神様、早く楽にさせて下さい
俺の生まれた村ではこう言われていた。
神様はこの村全ての人間を生み出し、建物を生み出し、規律を生み出した存在であると。そして来る裁定の日、その範囲は村人だけにとどまらず、この世界全ての人間を裁くのだと。
当時からその話に懐疑的だった俺は、神の存在なんて信じていなかった。どうせ神父様が村を治める為に創った存在だろうと、そう思った。
だけど、それは違った。
神はいたんだ、ほんとに。
人間が出来る範疇を超越した神の御業を目の当たりにし、俺はその存在を疑わなくなった。神の前では、アイツでさえも太刀打ちできない。
そんな全能の神様にお願いです。
早く、俺の存在を消してください。
十分に罪を重ねてきました、裁かれる程のことをしてきました。
もう...楽になりたいです。
――――――――――――――――――――――――――――――――――――――
目を開けると、***とイリスが俺の事を不思議そうに見つめていた。
生きている姿のアイツを見ると自然と涙が出てくる。また同じ過ちを繰り返してしまうんじゃないか、また殺されてしまうんじゃないかと感じてしまう。
「あ、あぁ...あ...」
あれ? 何も話すことが出来ない。
「...イリス、今ベンはどんな状態?」
「これはパニック障害に近い...一時的に呼吸などが乱れてるだけだと思う」
「情報が多すぎて頭が混乱してるのか、精神が相当揺れ動いてるのか...。少なくとも、今彼が見てるのは何人目の私たちなのかは大体予想がつくね」
俺の状態が元に戻ったとして、これからどうすればいいんだ?
俺は、本当に必要な人間なのか?
「これから私たちがどうなるのかを知りたいところではあるけど...これじゃあねぇ」
「そうだね、ベンは暫く寝かせといた方が良いのかもしれない」
「彼の変わり様を見ると、明日この村に留まったとしても僕達が死ぬ可能性は高い。明日は予定通りバルティアへ向かう、ベンには...ここに残ってもらおう」
それでいい、俺はこれ以上お前たちが死ぬのを見たくない。
翌朝。
アイツは俺の部屋へと入り、天井を眺めていた俺を背負い始めた。
「おいおい、何してるの? 昨日ベンは連れてかないって言ってなかったっけ?」
そうだ、何をしている。
今の俺は一歩たりとも進もうとしない完全な足でまといだ。置いていかれるためにそうしてるのに...何で連れていこうとする?

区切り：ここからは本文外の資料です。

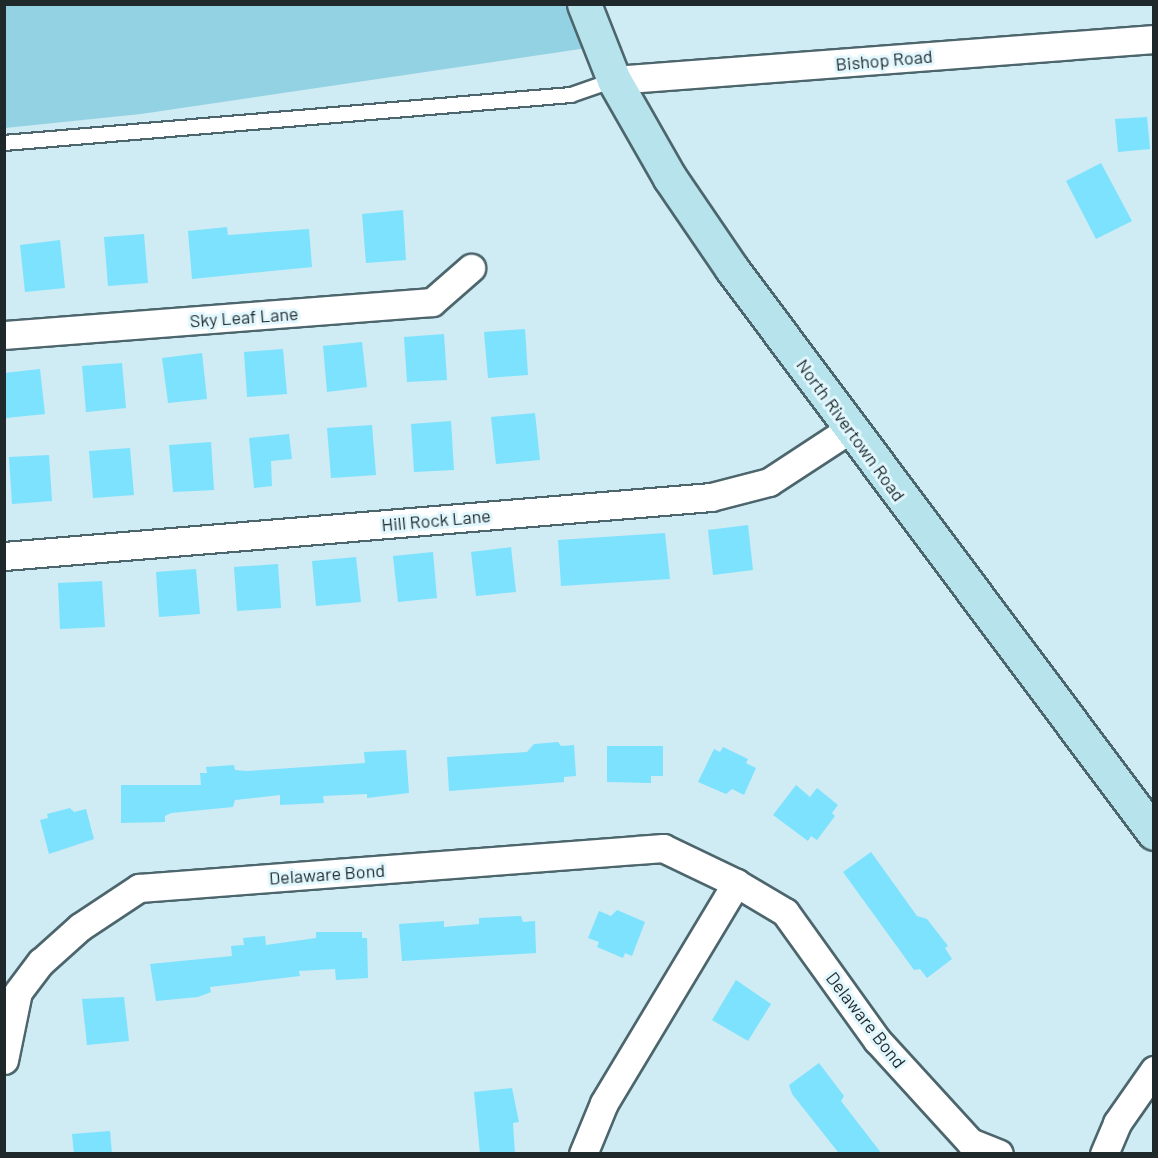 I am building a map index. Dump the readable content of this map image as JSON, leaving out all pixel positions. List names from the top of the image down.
{
  "streets": {
    "street": [
      "Bishop Road",
      "Sky Leaf Lane",
      "North Rivertown Road",
      "Hill Rock Lane",
      "Delaware Bond"
    ]
  },
  "crossings": [
    ["Bishop Road", "North Rivertown Road"],
    ["North Rivertown Road", "Hill Rock Lane"]
  ]
} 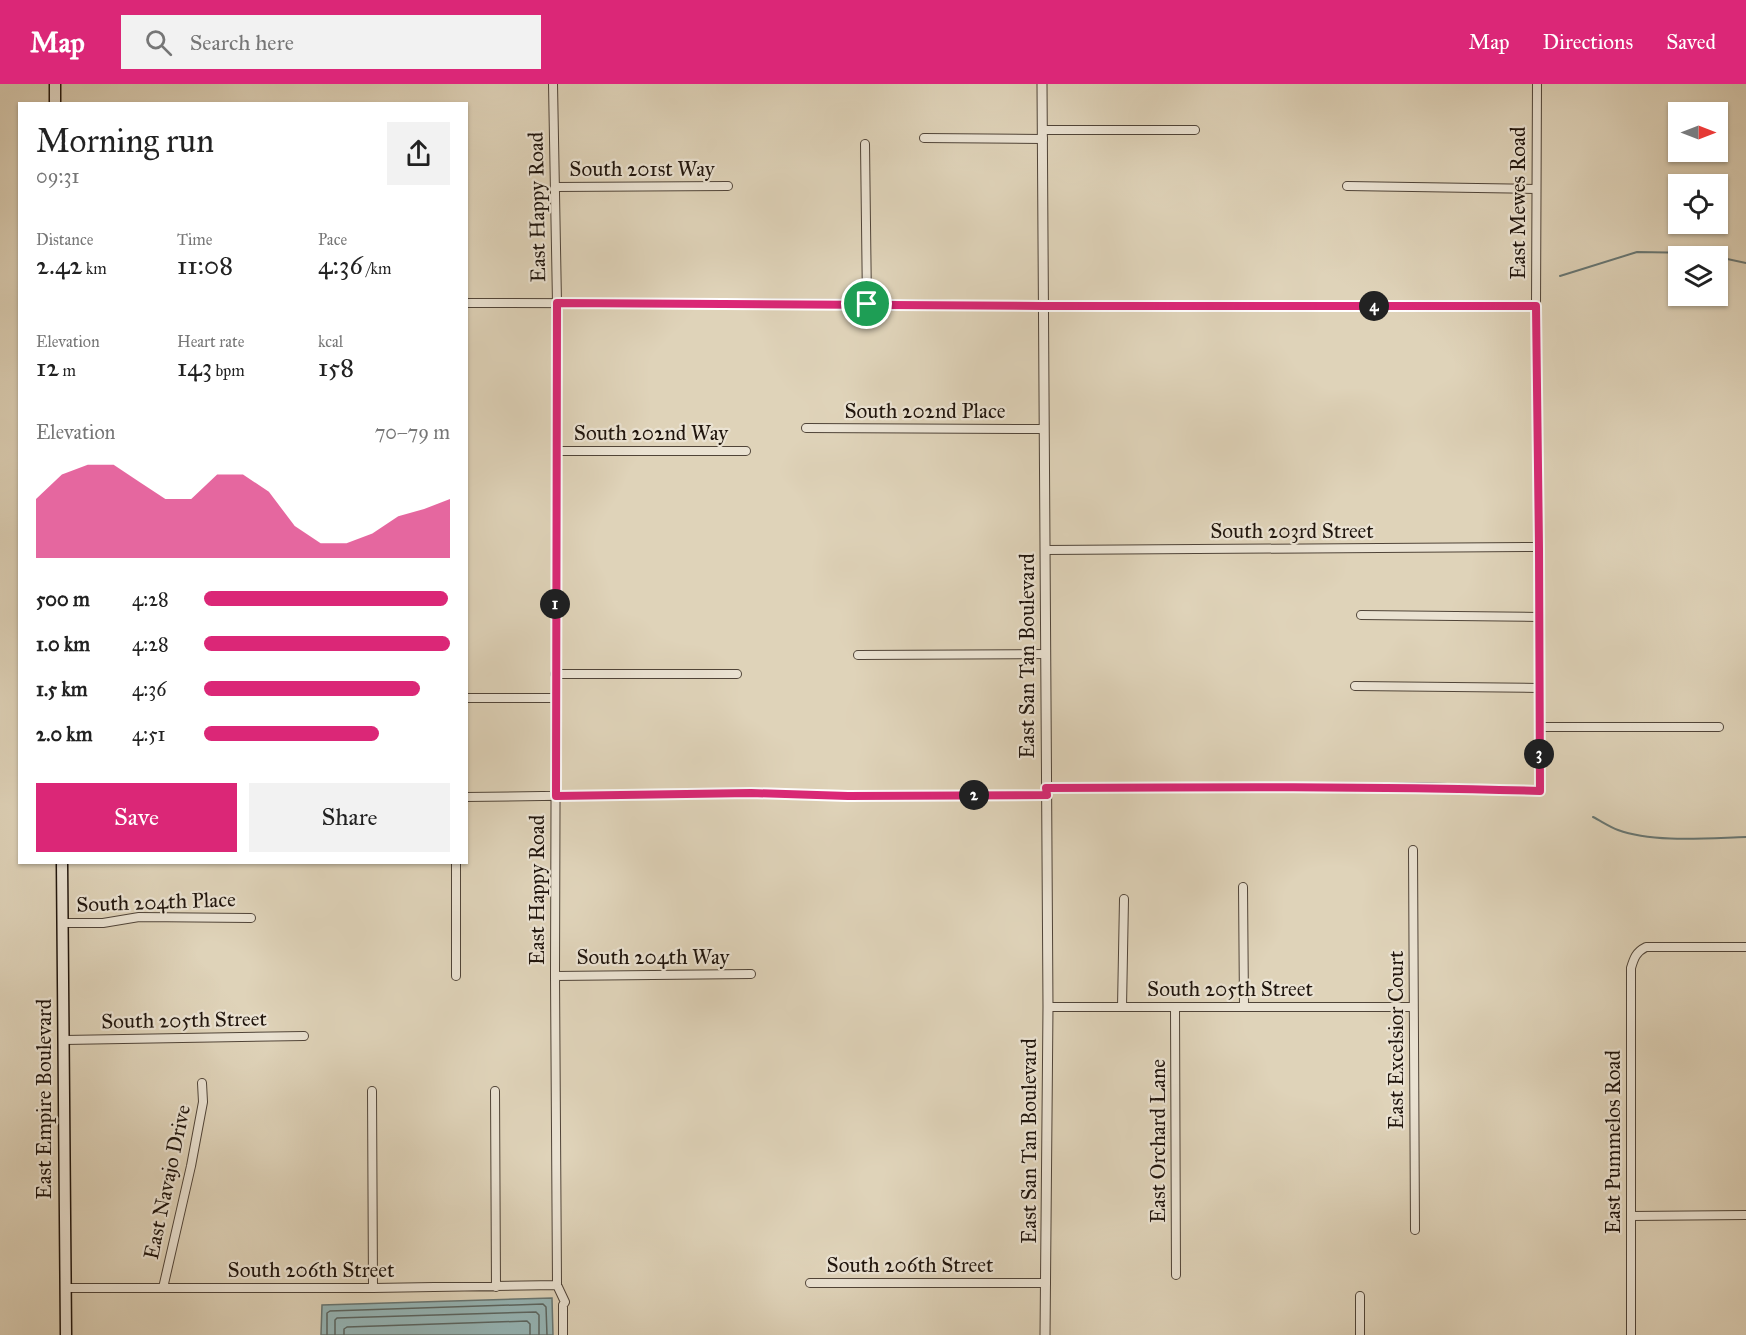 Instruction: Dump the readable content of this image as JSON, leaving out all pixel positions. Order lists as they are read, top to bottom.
{
  "streets": {
    "main road": ["East Empire Boulevard"],
    "street": [
      "South 201st Way",
      "East Mewes Road",
      "East Happy Road",
      "South 202nd Place",
      "South 202nd Way",
      "South 203rd Street",
      "East San Tan Boulevard",
      "South 204th Place",
      "South 204th Way",
      "South 205th Street",
      "East Excelsior Court",
      "East Orchard Lane",
      "East Pummelos Road",
      "East Navajo Drive",
      "South 206th Street"
    ]
  },
  "crossings": [
    ["South 201st Way", "East Happy Road"],
    ["East Mewes Road", "South 203rd Street"],
    ["East Mewes Road", "East San Tan Boulevard"],
    ["East Happy Road", "South 202nd Way"],
    ["East Happy Road", "South 204th Way"],
    ["East Happy Road", "South 206th Street"],
    ["South 202nd Place", "East San Tan Boulevard"],
    ["South 203rd Street", "East San Tan Boulevard"],
    ["East San Tan Boulevard", "South 205th Street"],
    ["East San Tan Boulevard", "South 206th Street"],
    ["South 204th Place", "East Empire Boulevard"],
    ["South 205th Street", "East Excelsior Court"],
    ["South 205th Street", "East Empire Boulevard"],
    ["South 205th Street", "East Orchard Lane"],
    ["East Empire Boulevard", "South 206th Street"],
    ["East Navajo Drive", "South 206th Street"]
  ],
  "north": "right",
  "page": {
    "header": "Map",
    "search": "Search here",
    "nav": ["Map", "Directions", "Saved"],
    "heading": ["Morning run", "09:31"],
    "stats": [
      ["Distance", "2.42 km"],
      ["Time", "11:08"],
      ["Pace", "4:36 /km"],
      ["Elevation", "12 m"],
      ["Heart rate", "143 bpm"],
      ["kcal", "158"]
    ],
    "pins": [
      "4",
      "1",
      "3",
      "2"
    ],
    "chart": ["Elevation", "70–79 m"],
    "list": [
      {
        "name": "500 m",
        "note": "4:28"
      },
      {
        "name": "1.0 km",
        "note": "4:28"
      },
      {
        "name": "1.5 km",
        "note": "4:36"
      },
      {
        "name": "2.0 km",
        "note": "4:51"
      }
    ],
    "buttons": ["Save", "Share"]
  }
}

「僕もさっきまではそう考えてたよ、このままだとベンがあまりにも可哀想だと思ってね」
「でも今は違う、ベンは連れていくよ。酷いかもしれないけど、彼にはここで立ち直ってもらわないと困る」
バルティアへと着き、いつものように国の人々から命を狙われる。もちろん俺はこれから何が起こるかを話してない、ただ見てるだけ。
アイツはそんな俺を背負いながら塔を目指し、立ちはだかる人々をいなしていった。戦いづらいだろうに...何故そこまで俺に拘るんだ。
ほっといてくれ、じゃないとまたお前たちを殺してしまう。
塔の階段を登り異常に気づいた頃、***はこれ以上登るのをやめ、何度も続くこの階層に留まることにした。
「イリス、そろそろ言ってもいいんじゃないかい?」
「なんのこと?」
「とぼけないで、ベンについてだよ」
イリスは観念したように口を開く。
今までの試行で一度も話されることのなかった、俺自身も知らない俺の全て。
「...彼はね、神に創られた人間なんだ」
「彼だけじゃない、あの村の住民やこの国の市民も全て神から生まれてる。彼らにはちゃんと親がいるけど、それはホンモノの親じゃない。親がいると認識した上で産み落とされてる」
「...」
?
イリスは何を言ってるんだ?
俺が創られた人間だって? 訳が分からない。
「認識を創造することだってできるんだ、正直彼が何をしてくるか分からない。私たちを襲ってきたのも、神からの命令を受けとったからだろうね」
その説明を聞くと、***は俺の肩を強く揺さぶった。
「ベン! 聞こえてるんだろ?」
「何度でも言うよ、僕と君は似てる。だから痛いほど君の気持ちが分かるし、僕自身もそうなる未来があったかもしれない」
だけど、
「もし僕が君と同じ状況になったとしても、絶対に諦めない。なぜなら、負ければ負けるほど憎しみが強くなるから」
一番端で話を聞いていたリズが突然倒れる。建物の構造を組み替えられ、上の階から『毒』が漏れ出しているようだ。
「僕は...君に晴れた気持ちで死んで欲しいと思ってる」
「だから諦めないで。この先にある脅威を打ち破って」
イリスが血を吐き倒れる。
「僕はね...生まれた町にいる人を全て殺したんだ。総勢4613人、この数字は忘れちゃいけないものだと思ってる」
「僕が死ぬのは気にしなくていい。4613回死んだって、町の人たちにした事よりは軽いから」
***は血を吐きながらも、死ぬ間際まで話すことを止めない。
「ねぇ...最後にさ、一個だけ教えてよ...」
「僕は...何回死んだ...?」
俺は微笑みながら言った。
「これを含めて、あと4000回だ」
笑ったアイツの顔を見て、俺は目を閉じる。
逃げてはダメだと教わった。ナニカを託された。
そのおかげで立ち直ることが出来た、諦めずに済んだ。
そしてようやく分かった。
この状況を打開する方法が。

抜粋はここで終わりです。